AIM OF THE TASK | Only the final stretch of the data is wanted: reproduce the line containing "Task: Extract the" and each line after it, exactly.

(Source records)
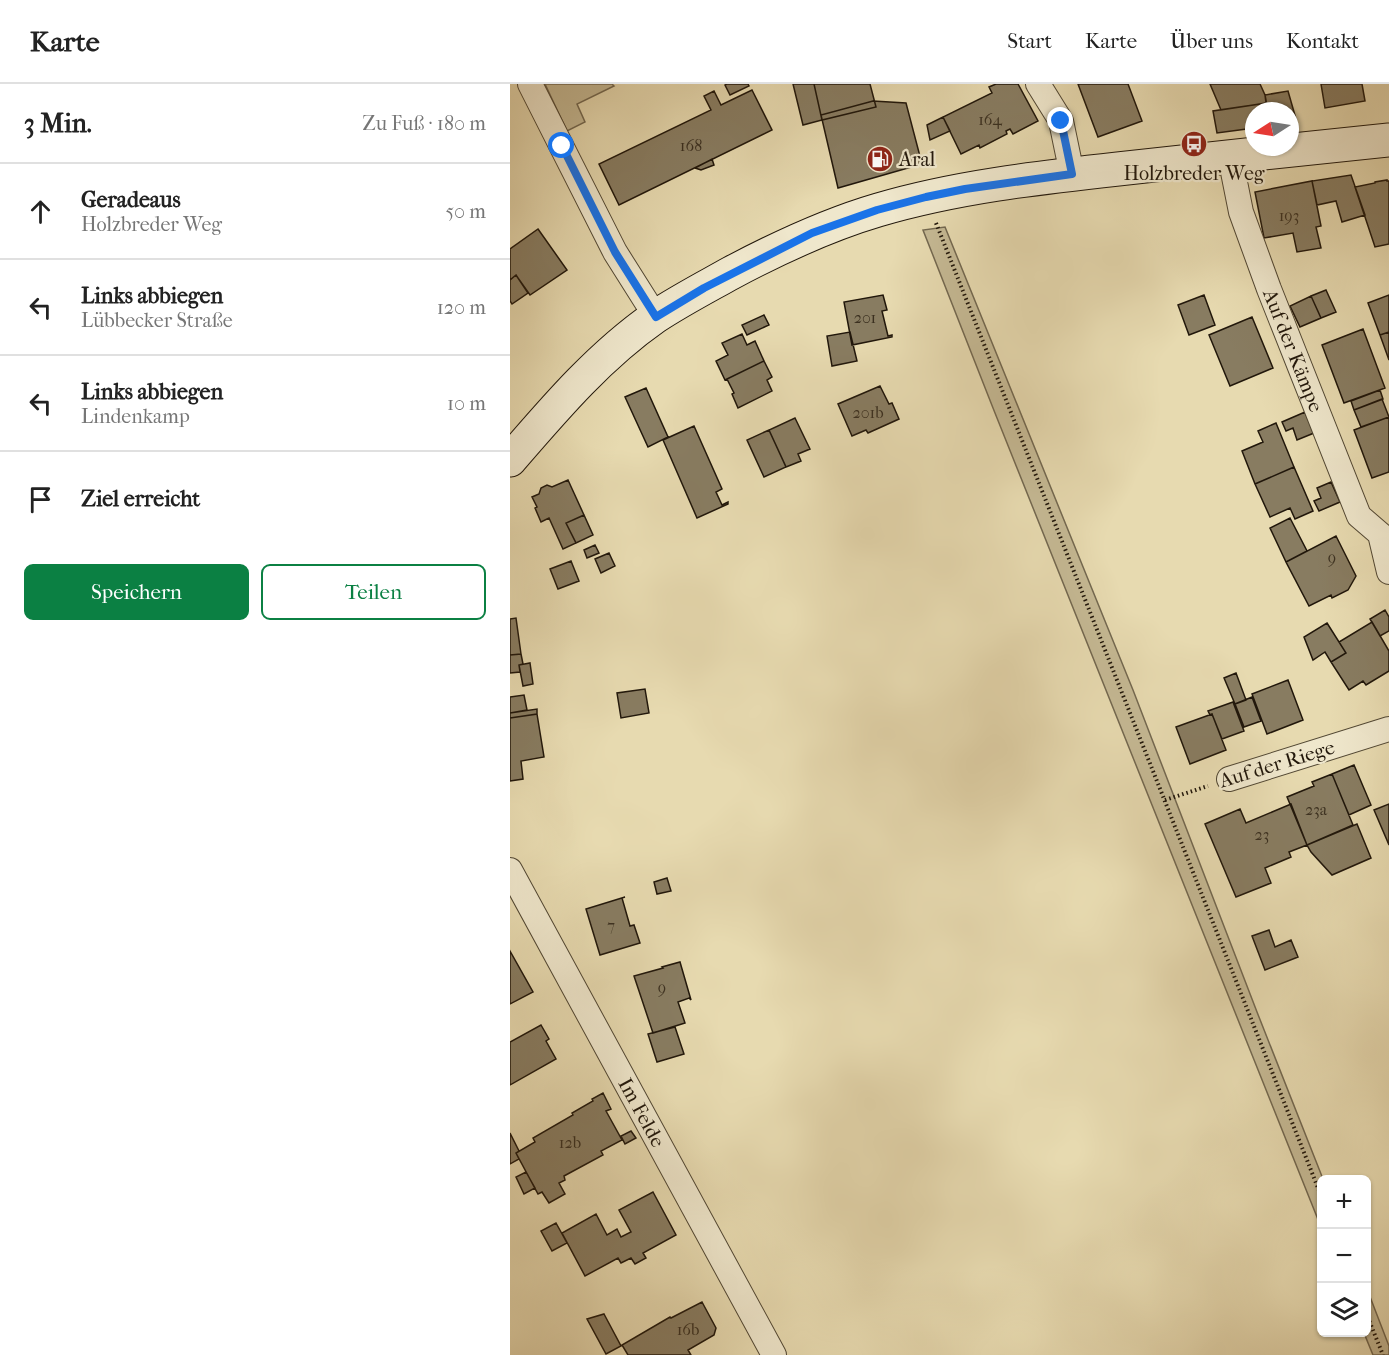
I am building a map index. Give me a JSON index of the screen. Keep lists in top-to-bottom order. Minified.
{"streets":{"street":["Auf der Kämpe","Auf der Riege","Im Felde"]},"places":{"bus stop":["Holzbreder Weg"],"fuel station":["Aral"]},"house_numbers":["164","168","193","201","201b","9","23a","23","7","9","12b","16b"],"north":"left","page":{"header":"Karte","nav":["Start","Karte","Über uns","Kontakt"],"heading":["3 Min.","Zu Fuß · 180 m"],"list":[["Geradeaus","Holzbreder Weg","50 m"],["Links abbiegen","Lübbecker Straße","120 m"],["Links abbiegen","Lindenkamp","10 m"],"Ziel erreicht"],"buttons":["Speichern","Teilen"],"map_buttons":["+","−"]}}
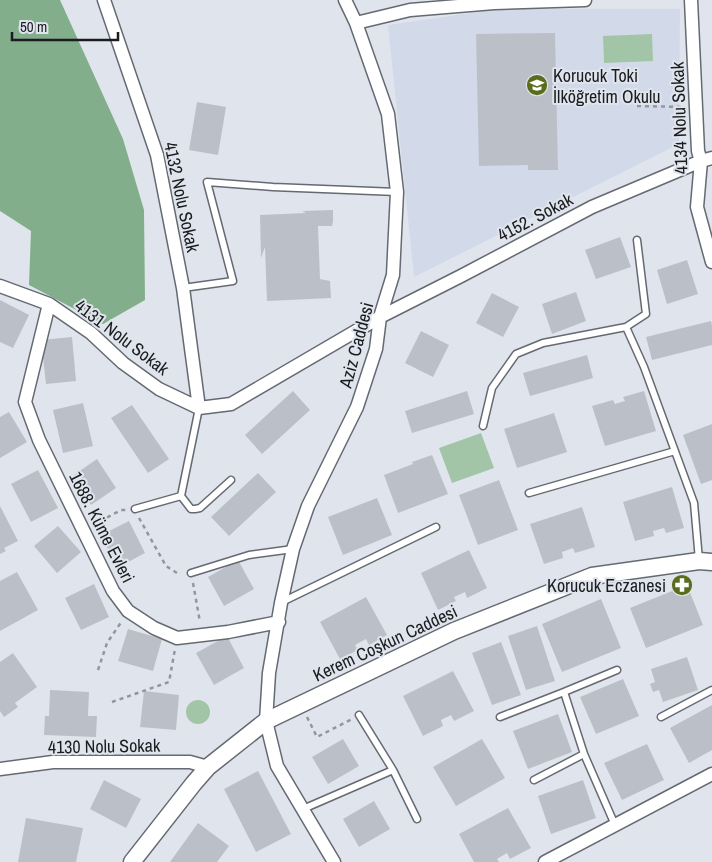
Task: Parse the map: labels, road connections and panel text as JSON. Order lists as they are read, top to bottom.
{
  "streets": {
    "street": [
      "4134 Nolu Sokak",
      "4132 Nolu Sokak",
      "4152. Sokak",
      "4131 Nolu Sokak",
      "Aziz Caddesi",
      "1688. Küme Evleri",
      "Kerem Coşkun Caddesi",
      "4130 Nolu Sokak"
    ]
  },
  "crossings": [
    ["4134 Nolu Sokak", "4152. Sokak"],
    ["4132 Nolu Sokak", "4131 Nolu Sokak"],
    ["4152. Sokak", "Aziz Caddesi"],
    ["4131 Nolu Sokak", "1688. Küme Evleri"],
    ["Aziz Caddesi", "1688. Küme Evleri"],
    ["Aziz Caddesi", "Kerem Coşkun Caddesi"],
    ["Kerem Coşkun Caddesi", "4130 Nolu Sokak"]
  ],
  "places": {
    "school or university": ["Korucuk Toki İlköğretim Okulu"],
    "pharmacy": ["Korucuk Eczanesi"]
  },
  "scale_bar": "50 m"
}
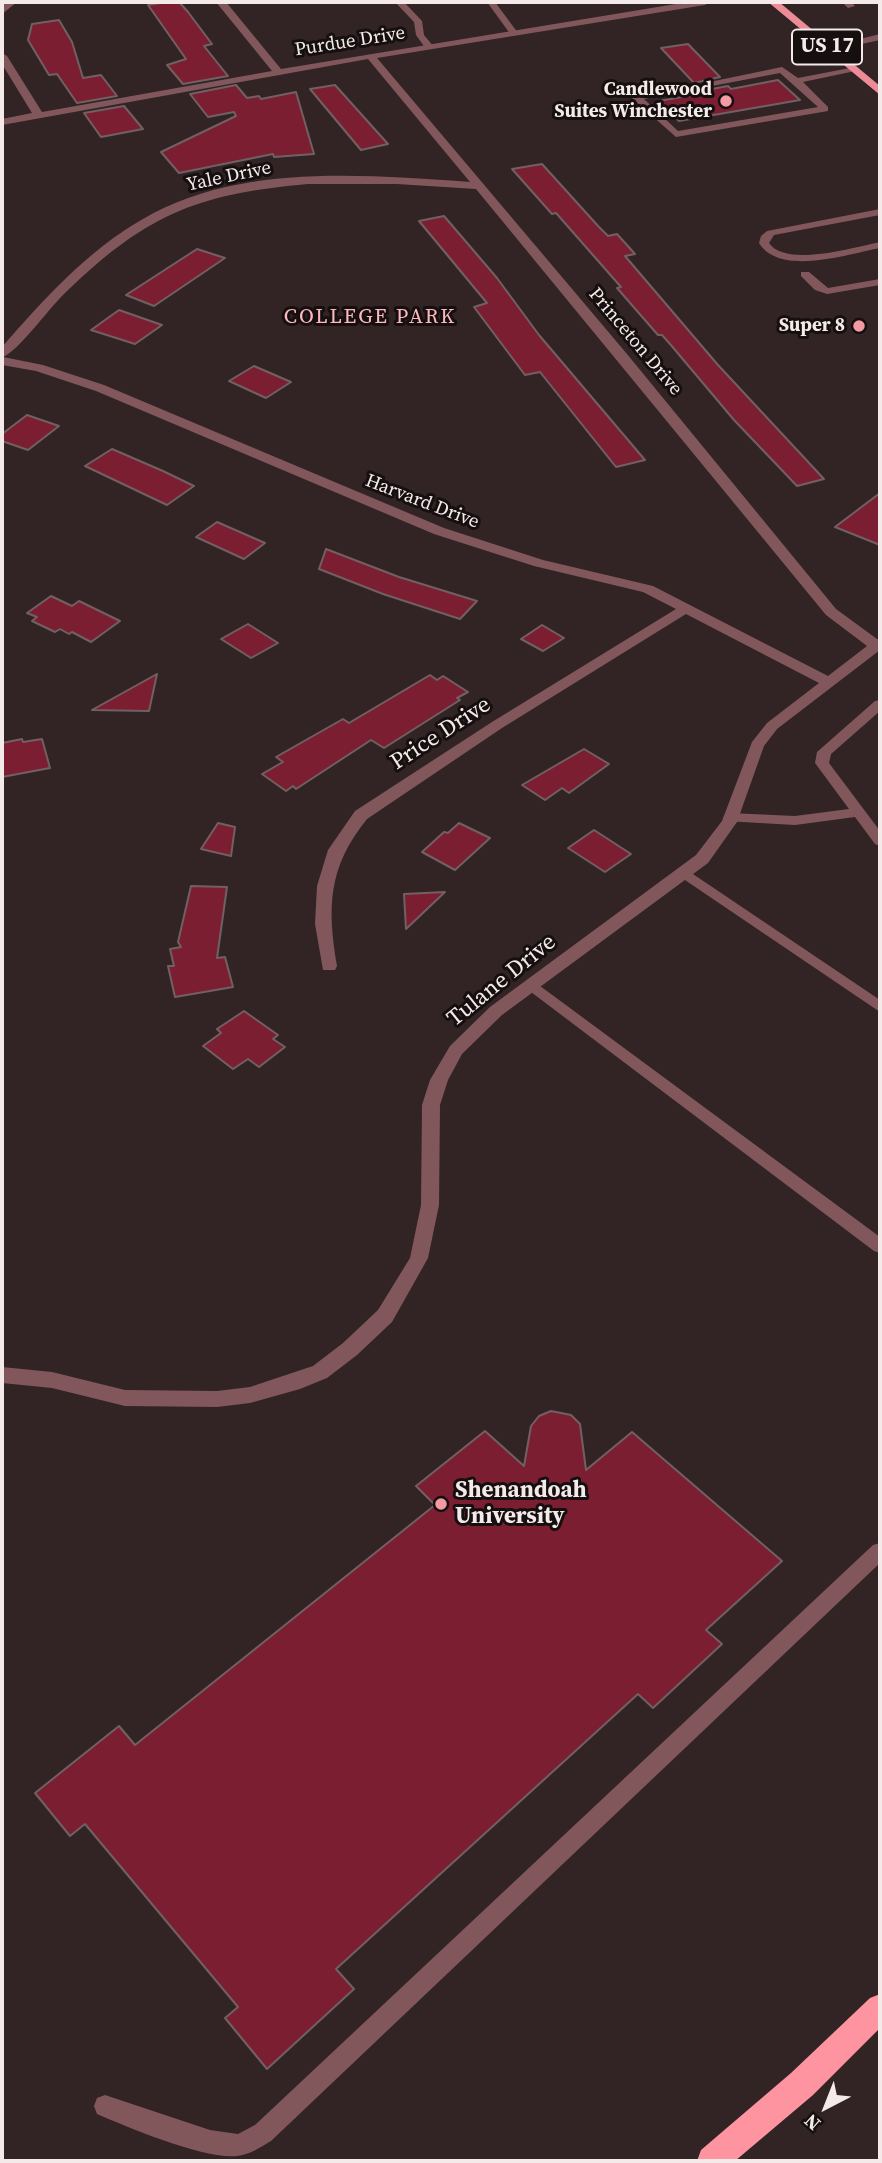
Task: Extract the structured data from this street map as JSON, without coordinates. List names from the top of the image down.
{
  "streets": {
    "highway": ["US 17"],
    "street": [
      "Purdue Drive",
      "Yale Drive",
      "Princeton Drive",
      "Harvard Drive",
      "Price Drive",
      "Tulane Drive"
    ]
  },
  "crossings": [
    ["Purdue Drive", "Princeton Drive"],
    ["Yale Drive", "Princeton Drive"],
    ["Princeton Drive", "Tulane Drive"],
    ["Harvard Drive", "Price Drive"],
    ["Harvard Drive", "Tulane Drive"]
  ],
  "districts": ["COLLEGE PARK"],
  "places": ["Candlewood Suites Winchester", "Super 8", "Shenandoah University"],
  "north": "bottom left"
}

SOLUTION TO THIS PROBLEM |
Task: Extract the structured data from this street map as JSON, without coordinates. List names from the top of the image down.
{
  "streets": {
    "highway": ["US 17"],
    "street": [
      "Purdue Drive",
      "Yale Drive",
      "Princeton Drive",
      "Harvard Drive",
      "Price Drive",
      "Tulane Drive"
    ]
  },
  "crossings": [
    ["Purdue Drive", "Princeton Drive"],
    ["Yale Drive", "Princeton Drive"],
    ["Princeton Drive", "Tulane Drive"],
    ["Harvard Drive", "Price Drive"],
    ["Harvard Drive", "Tulane Drive"]
  ],
  "districts": ["COLLEGE PARK"],
  "places": ["Candlewood Suites Winchester", "Super 8", "Shenandoah University"],
  "north": "bottom left"
}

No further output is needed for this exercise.